We looked around and saw, about a 100 yards away, a persimmon thicket standing in shallow water, so we pulled in our lines, upped the anchor and moved closer to those trees. As we were getting the boat positioned there, I noticed that when the wind blew and persimmons dropped into the water, fish swirled beneath the trees.
We began catching catfish close to those trees. I wrote a newspaper column about that trip that prompted a lot of skeptical feedback. The next summer, while fishing in Missouri, I met a trotliner at the little resort where I had a cabin. He pulled his boat into a slip and tossed a dozen or so big channel cats onto the dock. I asked him what he was using for bait, and he told me he gathered persimmons in the fall and froze them in plastic cartons, then baited his lines with them throughout the summer.
Another time at Lake Eufaula, late in the fall, a catfish guide who normally drifted the flats with cut shad to catch blue cats, took me to his then-current honeyhole, which turned out to be a cluster of tall, dead trees on a submerged hump.
Each night, and sometimes during the day, the trees served as a roost
for a flock of cormorants, or “water turkeys” as many local anglers call them.
Channel catfish gathered beneath the trees to feed on the droppings from the roosting birds. And fishing around the bases of the trees was like fishing a chummed area.
In big waters or small, I like to find a spot, if possible, where a little stream enters the still water. Flowing water carries the scent and sometimes some of the chumming material outward and can help draw fish closer and closer to your baited lines. Also, especially after local rains, catfish tend to search in-flow spots for food being washed in by the runoff.
But even in ponds that have no in-flowing stream, chumming can draw fish from other parts of the pond toward the spot where your baited lines await.

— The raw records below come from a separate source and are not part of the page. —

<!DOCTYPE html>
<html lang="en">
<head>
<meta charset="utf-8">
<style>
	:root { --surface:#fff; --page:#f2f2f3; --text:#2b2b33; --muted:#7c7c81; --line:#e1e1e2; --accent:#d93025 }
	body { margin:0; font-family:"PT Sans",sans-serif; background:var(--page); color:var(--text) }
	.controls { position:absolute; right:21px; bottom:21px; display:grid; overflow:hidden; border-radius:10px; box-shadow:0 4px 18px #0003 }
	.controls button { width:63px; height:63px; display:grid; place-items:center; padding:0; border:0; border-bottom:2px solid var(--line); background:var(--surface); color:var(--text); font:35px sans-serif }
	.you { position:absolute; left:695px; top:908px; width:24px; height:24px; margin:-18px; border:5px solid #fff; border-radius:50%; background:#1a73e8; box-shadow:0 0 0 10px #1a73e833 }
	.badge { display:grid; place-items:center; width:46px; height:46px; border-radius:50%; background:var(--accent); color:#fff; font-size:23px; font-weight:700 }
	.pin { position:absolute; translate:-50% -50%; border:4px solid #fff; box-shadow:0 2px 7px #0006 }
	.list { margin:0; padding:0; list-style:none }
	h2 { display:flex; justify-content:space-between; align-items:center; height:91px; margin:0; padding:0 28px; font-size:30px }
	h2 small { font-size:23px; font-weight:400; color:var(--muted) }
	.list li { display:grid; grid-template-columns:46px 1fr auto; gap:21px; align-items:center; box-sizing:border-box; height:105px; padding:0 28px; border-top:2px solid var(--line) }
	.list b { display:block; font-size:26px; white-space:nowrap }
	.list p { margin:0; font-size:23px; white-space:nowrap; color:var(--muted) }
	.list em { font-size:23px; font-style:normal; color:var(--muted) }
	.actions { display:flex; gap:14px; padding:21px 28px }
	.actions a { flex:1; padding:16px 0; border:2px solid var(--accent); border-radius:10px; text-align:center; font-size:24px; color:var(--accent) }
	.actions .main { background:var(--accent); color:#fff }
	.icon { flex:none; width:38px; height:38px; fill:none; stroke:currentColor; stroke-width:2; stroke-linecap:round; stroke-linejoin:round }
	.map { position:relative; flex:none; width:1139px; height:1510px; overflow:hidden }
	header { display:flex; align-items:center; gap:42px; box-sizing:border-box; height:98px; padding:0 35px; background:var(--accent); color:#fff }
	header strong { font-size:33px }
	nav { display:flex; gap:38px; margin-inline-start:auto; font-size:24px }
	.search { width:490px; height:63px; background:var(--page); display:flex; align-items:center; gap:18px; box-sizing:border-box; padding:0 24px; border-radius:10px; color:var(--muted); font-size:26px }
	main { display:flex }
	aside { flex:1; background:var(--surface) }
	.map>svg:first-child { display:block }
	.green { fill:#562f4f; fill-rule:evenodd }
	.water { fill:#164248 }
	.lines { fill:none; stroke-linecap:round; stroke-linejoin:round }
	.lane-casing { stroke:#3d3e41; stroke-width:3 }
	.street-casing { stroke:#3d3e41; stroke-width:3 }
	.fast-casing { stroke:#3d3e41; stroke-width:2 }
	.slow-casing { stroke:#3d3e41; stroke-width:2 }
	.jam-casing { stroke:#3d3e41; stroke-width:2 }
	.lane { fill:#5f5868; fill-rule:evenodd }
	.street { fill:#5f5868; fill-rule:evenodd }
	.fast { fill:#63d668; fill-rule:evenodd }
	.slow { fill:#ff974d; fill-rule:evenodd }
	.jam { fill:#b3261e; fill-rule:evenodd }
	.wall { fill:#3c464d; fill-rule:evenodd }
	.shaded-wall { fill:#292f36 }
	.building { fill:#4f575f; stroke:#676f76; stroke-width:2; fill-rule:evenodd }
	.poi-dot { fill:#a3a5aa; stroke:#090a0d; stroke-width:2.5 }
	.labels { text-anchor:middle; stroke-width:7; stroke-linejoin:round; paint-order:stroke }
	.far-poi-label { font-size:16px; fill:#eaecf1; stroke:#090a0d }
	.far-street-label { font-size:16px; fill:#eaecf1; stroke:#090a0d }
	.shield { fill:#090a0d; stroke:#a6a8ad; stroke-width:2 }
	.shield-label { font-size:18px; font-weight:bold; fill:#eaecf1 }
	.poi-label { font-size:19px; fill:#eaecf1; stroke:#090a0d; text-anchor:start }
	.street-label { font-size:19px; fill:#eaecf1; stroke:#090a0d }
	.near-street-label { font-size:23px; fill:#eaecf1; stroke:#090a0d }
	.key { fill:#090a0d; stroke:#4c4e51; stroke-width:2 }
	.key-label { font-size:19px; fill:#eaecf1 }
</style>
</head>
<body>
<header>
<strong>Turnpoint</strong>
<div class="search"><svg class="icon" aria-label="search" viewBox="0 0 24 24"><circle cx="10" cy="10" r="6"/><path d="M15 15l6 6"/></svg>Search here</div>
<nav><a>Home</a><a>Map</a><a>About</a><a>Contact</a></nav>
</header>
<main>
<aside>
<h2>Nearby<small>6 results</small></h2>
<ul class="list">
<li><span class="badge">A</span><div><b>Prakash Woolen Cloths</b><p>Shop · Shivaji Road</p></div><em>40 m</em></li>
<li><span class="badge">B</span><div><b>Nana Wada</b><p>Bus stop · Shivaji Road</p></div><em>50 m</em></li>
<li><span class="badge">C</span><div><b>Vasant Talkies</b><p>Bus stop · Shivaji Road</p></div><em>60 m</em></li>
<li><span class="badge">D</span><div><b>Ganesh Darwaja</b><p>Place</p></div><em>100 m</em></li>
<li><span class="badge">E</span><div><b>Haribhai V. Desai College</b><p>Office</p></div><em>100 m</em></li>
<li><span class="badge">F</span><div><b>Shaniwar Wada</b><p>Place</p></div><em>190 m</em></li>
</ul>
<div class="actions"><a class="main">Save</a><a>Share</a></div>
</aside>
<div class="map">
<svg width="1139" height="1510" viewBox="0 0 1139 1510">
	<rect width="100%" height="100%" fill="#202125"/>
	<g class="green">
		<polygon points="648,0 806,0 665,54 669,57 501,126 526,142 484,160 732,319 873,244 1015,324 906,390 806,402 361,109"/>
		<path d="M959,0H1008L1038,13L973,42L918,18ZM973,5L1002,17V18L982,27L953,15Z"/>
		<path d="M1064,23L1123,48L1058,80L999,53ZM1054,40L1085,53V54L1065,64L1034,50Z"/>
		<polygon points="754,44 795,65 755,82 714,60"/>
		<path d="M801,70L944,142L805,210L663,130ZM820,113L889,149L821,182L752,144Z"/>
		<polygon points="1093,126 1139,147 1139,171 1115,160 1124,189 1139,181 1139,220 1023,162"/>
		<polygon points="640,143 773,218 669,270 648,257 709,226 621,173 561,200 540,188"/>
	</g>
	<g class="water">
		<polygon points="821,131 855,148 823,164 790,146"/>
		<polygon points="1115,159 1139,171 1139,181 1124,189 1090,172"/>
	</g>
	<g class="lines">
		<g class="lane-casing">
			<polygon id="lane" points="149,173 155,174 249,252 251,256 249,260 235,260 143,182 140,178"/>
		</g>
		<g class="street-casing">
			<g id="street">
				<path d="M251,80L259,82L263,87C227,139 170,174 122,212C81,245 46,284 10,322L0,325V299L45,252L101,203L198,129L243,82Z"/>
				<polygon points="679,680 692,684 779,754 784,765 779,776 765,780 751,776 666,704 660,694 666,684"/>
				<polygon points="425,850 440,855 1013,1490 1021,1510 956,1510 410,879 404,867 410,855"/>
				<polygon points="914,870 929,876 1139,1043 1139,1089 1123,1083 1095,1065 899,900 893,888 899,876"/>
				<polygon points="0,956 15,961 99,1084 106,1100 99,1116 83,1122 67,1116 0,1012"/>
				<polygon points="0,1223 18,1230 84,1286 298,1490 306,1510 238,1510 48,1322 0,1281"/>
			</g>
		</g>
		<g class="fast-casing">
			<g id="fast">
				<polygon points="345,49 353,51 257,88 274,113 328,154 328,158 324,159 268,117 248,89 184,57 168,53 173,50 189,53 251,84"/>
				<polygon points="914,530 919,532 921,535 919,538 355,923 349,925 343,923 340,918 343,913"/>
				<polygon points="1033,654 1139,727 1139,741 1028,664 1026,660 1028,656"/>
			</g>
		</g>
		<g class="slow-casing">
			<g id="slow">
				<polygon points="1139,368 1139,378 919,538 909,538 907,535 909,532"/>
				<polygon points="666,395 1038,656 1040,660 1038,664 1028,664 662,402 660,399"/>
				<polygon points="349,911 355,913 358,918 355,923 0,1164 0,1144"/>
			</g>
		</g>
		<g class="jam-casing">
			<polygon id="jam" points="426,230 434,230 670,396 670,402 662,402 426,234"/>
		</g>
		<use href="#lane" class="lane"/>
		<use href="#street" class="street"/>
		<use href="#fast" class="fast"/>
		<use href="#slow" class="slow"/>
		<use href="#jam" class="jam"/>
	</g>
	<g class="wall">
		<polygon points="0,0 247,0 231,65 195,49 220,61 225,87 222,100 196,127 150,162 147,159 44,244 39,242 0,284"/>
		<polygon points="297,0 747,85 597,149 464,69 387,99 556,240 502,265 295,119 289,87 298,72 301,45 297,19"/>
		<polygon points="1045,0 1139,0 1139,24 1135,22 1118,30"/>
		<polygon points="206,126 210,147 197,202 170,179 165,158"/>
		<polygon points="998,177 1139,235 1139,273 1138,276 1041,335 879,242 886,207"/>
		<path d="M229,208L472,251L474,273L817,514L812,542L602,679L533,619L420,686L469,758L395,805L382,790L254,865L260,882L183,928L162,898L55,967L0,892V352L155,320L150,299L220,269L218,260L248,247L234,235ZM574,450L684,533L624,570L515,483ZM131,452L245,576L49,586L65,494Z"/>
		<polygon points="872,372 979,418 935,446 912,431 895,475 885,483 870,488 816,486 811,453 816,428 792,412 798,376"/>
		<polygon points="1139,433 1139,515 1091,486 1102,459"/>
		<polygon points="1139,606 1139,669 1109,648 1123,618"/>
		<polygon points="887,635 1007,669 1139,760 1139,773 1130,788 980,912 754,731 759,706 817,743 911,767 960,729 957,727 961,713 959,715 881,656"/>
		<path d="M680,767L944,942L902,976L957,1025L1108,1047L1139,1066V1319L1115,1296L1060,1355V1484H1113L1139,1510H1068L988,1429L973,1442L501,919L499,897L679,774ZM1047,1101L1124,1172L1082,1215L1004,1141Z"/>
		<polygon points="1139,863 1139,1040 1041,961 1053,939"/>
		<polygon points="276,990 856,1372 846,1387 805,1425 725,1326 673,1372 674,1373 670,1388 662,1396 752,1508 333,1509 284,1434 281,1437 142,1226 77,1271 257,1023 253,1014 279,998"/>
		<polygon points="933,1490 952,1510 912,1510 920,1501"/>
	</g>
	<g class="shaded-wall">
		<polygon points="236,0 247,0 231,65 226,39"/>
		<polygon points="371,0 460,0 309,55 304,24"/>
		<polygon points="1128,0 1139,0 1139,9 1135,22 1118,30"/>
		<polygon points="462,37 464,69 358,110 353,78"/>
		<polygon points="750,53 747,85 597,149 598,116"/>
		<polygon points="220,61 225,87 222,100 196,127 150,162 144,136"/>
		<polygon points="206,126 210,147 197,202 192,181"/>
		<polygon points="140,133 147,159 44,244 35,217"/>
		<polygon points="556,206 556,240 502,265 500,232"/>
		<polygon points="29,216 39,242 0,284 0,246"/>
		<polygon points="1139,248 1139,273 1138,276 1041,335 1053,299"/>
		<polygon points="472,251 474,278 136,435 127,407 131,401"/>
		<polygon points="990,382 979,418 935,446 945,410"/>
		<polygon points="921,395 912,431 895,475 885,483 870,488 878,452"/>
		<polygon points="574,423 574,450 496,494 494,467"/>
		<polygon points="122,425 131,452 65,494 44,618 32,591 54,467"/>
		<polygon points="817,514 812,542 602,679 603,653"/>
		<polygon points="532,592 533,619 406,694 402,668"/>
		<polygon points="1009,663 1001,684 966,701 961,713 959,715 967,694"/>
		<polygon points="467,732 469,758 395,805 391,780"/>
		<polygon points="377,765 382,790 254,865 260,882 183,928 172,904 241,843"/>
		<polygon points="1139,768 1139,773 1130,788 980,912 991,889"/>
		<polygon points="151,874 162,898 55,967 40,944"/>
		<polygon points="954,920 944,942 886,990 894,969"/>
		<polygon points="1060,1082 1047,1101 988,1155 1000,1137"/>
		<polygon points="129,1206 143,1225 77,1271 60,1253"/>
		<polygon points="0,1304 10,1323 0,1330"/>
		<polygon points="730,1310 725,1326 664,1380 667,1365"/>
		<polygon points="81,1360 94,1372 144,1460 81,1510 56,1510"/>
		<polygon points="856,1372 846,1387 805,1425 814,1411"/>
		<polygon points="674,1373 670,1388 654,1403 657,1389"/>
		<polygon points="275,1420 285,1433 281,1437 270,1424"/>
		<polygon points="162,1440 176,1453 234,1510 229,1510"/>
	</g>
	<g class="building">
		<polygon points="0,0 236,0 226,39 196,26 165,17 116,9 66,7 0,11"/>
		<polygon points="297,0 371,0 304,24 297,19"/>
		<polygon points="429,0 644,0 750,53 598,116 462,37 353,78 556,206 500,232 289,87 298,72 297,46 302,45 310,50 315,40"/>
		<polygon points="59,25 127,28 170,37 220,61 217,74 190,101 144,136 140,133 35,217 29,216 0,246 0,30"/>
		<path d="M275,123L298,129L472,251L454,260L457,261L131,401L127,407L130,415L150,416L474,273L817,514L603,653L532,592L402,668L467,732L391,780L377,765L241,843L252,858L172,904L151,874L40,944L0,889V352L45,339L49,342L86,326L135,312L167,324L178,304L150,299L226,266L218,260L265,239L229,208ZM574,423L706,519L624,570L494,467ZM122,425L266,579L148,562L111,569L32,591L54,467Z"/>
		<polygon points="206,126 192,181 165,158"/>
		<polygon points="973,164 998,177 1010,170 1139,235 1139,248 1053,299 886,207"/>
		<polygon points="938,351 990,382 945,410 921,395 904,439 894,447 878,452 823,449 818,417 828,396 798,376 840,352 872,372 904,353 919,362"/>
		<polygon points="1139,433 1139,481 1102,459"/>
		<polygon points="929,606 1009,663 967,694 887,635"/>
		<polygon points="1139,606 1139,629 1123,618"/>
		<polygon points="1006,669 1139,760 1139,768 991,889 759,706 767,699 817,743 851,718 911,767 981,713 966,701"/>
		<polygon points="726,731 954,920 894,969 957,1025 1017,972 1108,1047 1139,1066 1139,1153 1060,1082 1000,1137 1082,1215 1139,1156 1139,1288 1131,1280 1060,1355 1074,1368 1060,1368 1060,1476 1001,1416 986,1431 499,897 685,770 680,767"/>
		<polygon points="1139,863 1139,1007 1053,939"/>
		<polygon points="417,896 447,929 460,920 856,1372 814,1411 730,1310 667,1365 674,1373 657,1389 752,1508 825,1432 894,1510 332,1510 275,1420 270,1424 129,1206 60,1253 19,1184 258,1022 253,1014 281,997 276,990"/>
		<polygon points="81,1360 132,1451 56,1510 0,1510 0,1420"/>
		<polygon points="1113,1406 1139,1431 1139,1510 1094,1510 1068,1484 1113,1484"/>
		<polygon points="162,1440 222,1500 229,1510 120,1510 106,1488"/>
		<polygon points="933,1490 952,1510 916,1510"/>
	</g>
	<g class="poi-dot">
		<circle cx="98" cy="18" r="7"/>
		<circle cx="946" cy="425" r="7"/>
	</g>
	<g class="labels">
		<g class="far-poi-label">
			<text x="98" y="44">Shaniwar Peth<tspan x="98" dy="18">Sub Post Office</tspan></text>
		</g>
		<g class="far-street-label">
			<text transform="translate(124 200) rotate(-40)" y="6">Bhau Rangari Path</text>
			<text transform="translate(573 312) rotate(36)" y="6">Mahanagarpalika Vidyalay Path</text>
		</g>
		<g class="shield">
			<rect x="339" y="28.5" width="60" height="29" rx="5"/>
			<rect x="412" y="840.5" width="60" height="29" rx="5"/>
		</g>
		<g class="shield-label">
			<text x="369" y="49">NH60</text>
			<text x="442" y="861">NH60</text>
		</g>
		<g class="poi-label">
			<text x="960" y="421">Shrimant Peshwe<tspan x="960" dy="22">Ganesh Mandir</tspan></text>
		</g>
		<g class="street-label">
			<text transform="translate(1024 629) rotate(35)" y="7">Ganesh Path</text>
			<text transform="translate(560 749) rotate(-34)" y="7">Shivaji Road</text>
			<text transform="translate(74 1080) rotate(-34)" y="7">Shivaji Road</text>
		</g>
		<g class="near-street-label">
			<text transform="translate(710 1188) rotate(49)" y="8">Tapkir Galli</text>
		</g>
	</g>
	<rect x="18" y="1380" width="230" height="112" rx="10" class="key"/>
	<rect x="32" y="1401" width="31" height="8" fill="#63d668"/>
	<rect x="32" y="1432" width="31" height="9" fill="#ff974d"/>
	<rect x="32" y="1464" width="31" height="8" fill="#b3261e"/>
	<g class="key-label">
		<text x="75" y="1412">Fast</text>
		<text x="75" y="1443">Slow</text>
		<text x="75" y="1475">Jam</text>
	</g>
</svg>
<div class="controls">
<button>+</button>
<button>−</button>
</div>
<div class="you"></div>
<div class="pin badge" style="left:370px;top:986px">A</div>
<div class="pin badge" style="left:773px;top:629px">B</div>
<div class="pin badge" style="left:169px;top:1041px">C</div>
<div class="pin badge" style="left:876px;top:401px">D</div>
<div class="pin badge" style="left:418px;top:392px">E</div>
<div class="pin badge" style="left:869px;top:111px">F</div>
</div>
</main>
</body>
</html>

When I fish a chummed area, I use the tight-line method. That is, I don’t employ a bobber of any kind, but let my baited hook lie on the bottom of the pond or lake or stream.
When tightlining, you may need to add a little weight to your line, if only to enable you to cast more easily. But I recommend using the lightest weight possible, or use a sinker that can slide up or down on your line — held several inches above your baited hook by a swivel or some sort of stopping device — so that a fish can pick up a baited hook and chew or swallow or swim away with it without feeling much resistance.
And since you are drawing fish closer to you with chumming, you rarely need to make long casts. Often, you can merely lob your baited hook or swing it out, sort of like a bass fisherman pitches or flips a jig, to let it land in the chummed area.
Chumming may not always be necessary. But it can sometimes bring success much quicker than fishing without it. And it can trigger some action at times when fishing is slow.